Elements of the Bregman family of loss functions, denoted $B(y, \hat{y})$, take the form:
$$B(y, \hat{y}) = \phi(y) - \phi(\hat{y}) - \phi'(\hat{y}) (y-\hat{y})$$ where $\phi: \mathcal{Y} \rightarrow R$ is any strictly convex function, and $\mathcal{Y}$ is the support of $Y$.

Several readers have asked for intuition for equivalence between the predictive optimality of $E[y|\mathcal{F}]$ and Bregman loss function $B(y, \hat{y})$.  The simplest answers come from the proof itself, which is straightforward.

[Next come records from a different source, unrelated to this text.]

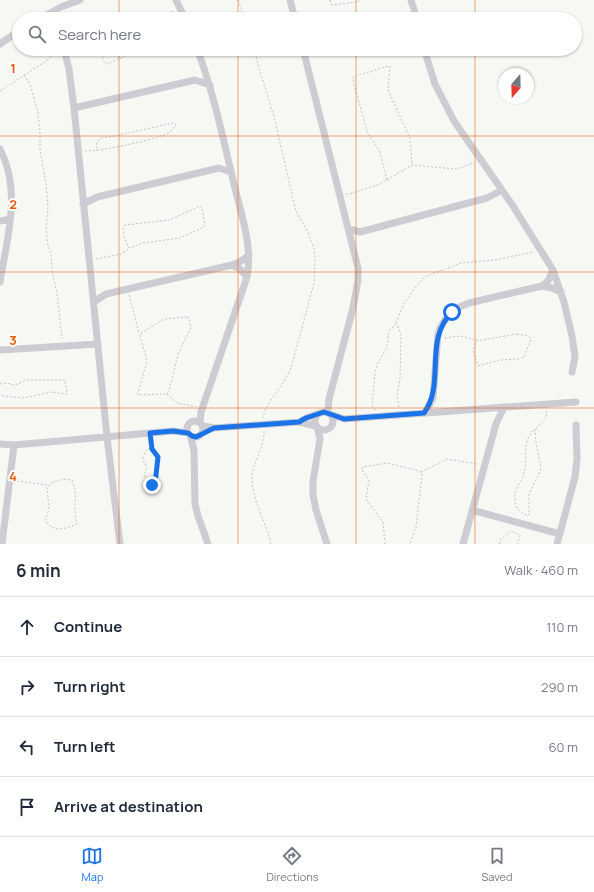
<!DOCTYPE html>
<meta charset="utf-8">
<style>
body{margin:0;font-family:Manrope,sans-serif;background:#f6f6f7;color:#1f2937}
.compass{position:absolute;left:498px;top:68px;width:36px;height:36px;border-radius:50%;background:#fff;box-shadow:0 1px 3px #0004;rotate:199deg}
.stop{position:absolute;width:12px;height:12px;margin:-9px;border:3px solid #1a73e8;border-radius:50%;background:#fff}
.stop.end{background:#1a73e8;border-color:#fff;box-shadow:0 1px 4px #0008}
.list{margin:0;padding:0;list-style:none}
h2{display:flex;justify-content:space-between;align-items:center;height:52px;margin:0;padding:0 16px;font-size:17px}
h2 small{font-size:13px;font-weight:400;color:#747a83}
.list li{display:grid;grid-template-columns:26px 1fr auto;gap:12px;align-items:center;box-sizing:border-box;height:60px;padding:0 16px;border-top:1px solid #e0e1e3}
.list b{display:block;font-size:15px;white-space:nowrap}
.list em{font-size:13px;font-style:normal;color:#747a83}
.icon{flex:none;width:22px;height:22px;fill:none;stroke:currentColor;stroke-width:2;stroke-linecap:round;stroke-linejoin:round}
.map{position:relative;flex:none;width:594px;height:544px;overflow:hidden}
.search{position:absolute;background:#fff;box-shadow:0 1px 3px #0004;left:12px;right:12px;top:12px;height:44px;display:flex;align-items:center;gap:10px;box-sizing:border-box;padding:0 14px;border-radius:22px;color:#747a83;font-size:15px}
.sheet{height:292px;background:#fff}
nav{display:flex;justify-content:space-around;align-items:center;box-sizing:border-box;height:56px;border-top:1px solid #e0e1e3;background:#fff;font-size:11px;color:#747a83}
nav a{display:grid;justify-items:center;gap:2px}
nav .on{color:#1a73e8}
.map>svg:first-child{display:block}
</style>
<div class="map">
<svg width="594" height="544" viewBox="0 0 594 544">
<rect width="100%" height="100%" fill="#f6f8f4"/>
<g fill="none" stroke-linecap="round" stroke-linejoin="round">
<path stroke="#c2c2c6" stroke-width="1" stroke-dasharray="2 2" stroke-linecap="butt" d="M238,0L245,19
M330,0L331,4L334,5L356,2L362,0
M152,19L174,11
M100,49L104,62L107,64L128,55L147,54L157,52V49
M255,49L257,61L274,117L296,211L308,232L314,249L315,258L314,283L291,368C284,386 266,401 263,418
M24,75L30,84L38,113L40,131V149L46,184L48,207L46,229L48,246L51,253L52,271L57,293L62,339
M0,91L49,59L51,57L53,49
M85,151C99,152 159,139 170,132C173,130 174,127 176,125L173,123L115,136L102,138L97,142L96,151
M387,180L380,152L367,131L353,80V77L388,66H390L388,90L410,138L412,165
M346,195L380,184L412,165L455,169L464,167L474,162
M200,206L202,208L205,224L204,227L180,238L143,243L130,248L128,247C126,241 121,231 125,225L169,220Z
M96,259L121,254L128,249
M129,295L139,333
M187,317L189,318L191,328L178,354L169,391L166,394L138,395V393L147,361L140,336L141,333L164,319Z
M396,323L404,303L422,279L427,276L461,263L495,260L533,252
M517,334L528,336L531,339L524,357L519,359L500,360L478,366L473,351L476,341Z
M445,338L460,336L477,340
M0,384L6,383L15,385L27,380H65L67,394L51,392L25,398L3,396L0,395
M167,394L177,403L196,407
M376,410L372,405L375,373L377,365L387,347L389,331L396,324L399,329L401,335L400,379L397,394L399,408
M535,429L536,443L541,468L540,472L529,494V514L527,516L517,509C511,490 519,488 524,473C529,456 520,443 535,429Z
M536,429L546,417L547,410
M264,431C265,448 252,462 252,479C253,503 266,521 271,544
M151,439L152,448
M148,449H152L158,457L155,484L153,486L144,475L147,468C143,459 140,458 148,449Z
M421,472L447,459L478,464
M64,479L72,480C79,494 72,509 77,523L75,525C64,529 53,533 45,520L49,509L47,487L53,482Z
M17,481L47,485
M385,544L383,522L366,499L369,480L361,469L363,467L387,463L419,471L422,474L416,527L410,544
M499,544L501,539L511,531L520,535L517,544"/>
<path stroke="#ccccd2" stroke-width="7" d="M176,0L185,19
M290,0L295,19
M411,0L417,19
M39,19L61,7L80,0
M0,44L19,31
M64,49L69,69L74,108L107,437L120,544
M197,49C214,93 223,139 234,184C241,214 253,246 247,277L201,412L200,423
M303,49L358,268V280L353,308L329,399L328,413
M424,49L435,84L454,121L513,206L553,270L564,302L572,336L575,357L572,372
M74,108L195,80L210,85
M0,149C22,191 7,238 0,282
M83,204L97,197L219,168L231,172
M0,221L10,219
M349,229L360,232L487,198L502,190
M232,265L240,269L247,277
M542,286L548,281L553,270
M94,302L106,294L232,265L241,261L249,255
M0,350L98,344
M315 421a9 9 0 1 1 18 0a9 9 0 1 1-18 0Z
M425,413L433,398L438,334L440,328L447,317L457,308L469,303L542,286L552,288L561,292
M330,414L344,419L576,402
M187 429a8 8 0 1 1 16 0a8 8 0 1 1-16 0Z
M299,422L306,418L317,414
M203,426L214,428L299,422L316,426
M317,427L320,439L313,481V495L316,510L327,544
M190,435L194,450L195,504L198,516L208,544
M0,444L14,445L173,431L188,433
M472,510L560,534
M2,544L14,445
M463,544L496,424L504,407
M557,544L575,477L577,459L576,425"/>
</g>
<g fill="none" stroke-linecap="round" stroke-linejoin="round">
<path stroke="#1a73e8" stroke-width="5" d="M152,485H154L155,484L158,457L152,449L150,433L173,431L188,433L192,436L196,437L214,428L299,422L306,418L324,412L344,419L424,413C446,383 423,341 452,312"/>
</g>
<path fill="none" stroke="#e8590c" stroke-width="1" stroke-opacity="0.55" d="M119,0V19M238,0V19M356,0V19M475,0V19M119,49V544M238,49V544M356,49V544M475,49V544M0,136H594M0,272H594M0,408H594"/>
<g font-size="13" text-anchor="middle" font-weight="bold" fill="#e8590c" stroke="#fff" stroke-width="4" stroke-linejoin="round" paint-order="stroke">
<text x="13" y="73">1</text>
<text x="13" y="209">2</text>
<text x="13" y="345">3</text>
<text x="13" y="481">4</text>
</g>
</svg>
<svg class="compass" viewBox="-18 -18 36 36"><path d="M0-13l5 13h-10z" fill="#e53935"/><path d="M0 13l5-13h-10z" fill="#747a83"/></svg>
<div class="stop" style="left:452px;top:312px"></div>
<div class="stop end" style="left:152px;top:485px"></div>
<div class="search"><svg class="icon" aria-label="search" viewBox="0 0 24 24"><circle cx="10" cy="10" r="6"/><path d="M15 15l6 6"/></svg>Search here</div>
</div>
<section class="sheet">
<h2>6 min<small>Walk · 460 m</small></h2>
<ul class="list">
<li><svg class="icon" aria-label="ahead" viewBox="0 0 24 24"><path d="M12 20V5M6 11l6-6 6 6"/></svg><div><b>Continue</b></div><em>110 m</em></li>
<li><svg class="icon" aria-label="right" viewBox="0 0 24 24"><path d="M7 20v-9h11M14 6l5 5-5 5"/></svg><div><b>Turn right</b></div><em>290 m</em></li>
<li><svg class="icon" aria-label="left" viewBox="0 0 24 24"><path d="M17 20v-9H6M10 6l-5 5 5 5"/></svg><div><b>Turn left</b></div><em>60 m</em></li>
<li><svg class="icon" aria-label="arrive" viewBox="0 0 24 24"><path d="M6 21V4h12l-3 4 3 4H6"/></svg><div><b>Arrive at destination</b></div></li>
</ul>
</section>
<nav>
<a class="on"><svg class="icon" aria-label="map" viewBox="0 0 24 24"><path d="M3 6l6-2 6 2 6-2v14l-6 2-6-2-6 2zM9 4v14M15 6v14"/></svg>Map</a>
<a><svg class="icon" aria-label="directions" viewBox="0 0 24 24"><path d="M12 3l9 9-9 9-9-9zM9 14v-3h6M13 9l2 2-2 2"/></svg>Directions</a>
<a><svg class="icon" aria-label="saved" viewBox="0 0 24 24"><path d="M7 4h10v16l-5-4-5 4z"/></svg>Saved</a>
</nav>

First consider $B(y, \hat{y}) \Rightarrow E[y|\mathcal{F}]$.  The derivative of expected Bregman loss with respect to $\hat{y}$ is
$$\frac{\partial}{\partial \hat{y}} E[B(y, \hat{y})] = \frac{\partial}{\partial \hat{y}} \int B(y,\hat{y}) \;f(y|\mathcal{F}) \; dy$$
$$=  \int \frac{\partial}{\partial \hat{y}} \left ( \phi(y) - \phi(\hat{y}) - \phi'(\hat{y}) (y-\hat{y}) \right ) \; f(y|\mathcal{F}) \; dy$$
$$=  \int (-\phi'(\hat{y}) - \phi''(\hat{y}) (y-\hat{y}) + \phi'(\hat{y})) \; f(y|\mathcal{F}) \; dy$$
$$= -\phi''(\hat{y}) \left( E[y|\mathcal{F}] - \hat{y} \right).$$
Hence the first order condition is
$$-\phi''(\hat{y}) \left(E[y|\mathcal{F}] - \hat{y} \right) = 0,$$
so the optimal forecast is the conditional mean, $E[y|\mathcal{F}]$.

Now consider $E[y|\mathcal{F}] \Rightarrow B(y, \hat{y})$. It's a simple task of reverse-engineering. We need the f.o.c. to be of the form
$$const \times \left(E[y|\mathcal{F}] - \hat{y} \right) = 0,$$
so that the optimal forecast is the conditional mean, $E[y|\mathcal{F}]$. Inspection reveals that $B(y, \hat{y})$ (and only $B(y, \hat{y})$) does the trick.

One might still want more intuition for the optimality of the conditional mean under Bregman loss, despite its asymmetry.  The answer, I conjecture, is that the Bregman family is not asymmetric! At least not for an appropriate definition of asymmetry in the general $L(y, \hat{y})$ case, which is more complicated and subtle than the $L(e)$ case.  Asymmetric loss plots like those in Patton (2014), on which I reported last week, are for fixed $y$ (in Patton's case, $y=2$ ), whereas for a complete treatment we need to look across all $y$. More on that soon.

[I would like to thank -- without implicating -- Minchul Shin for helpful discussions.]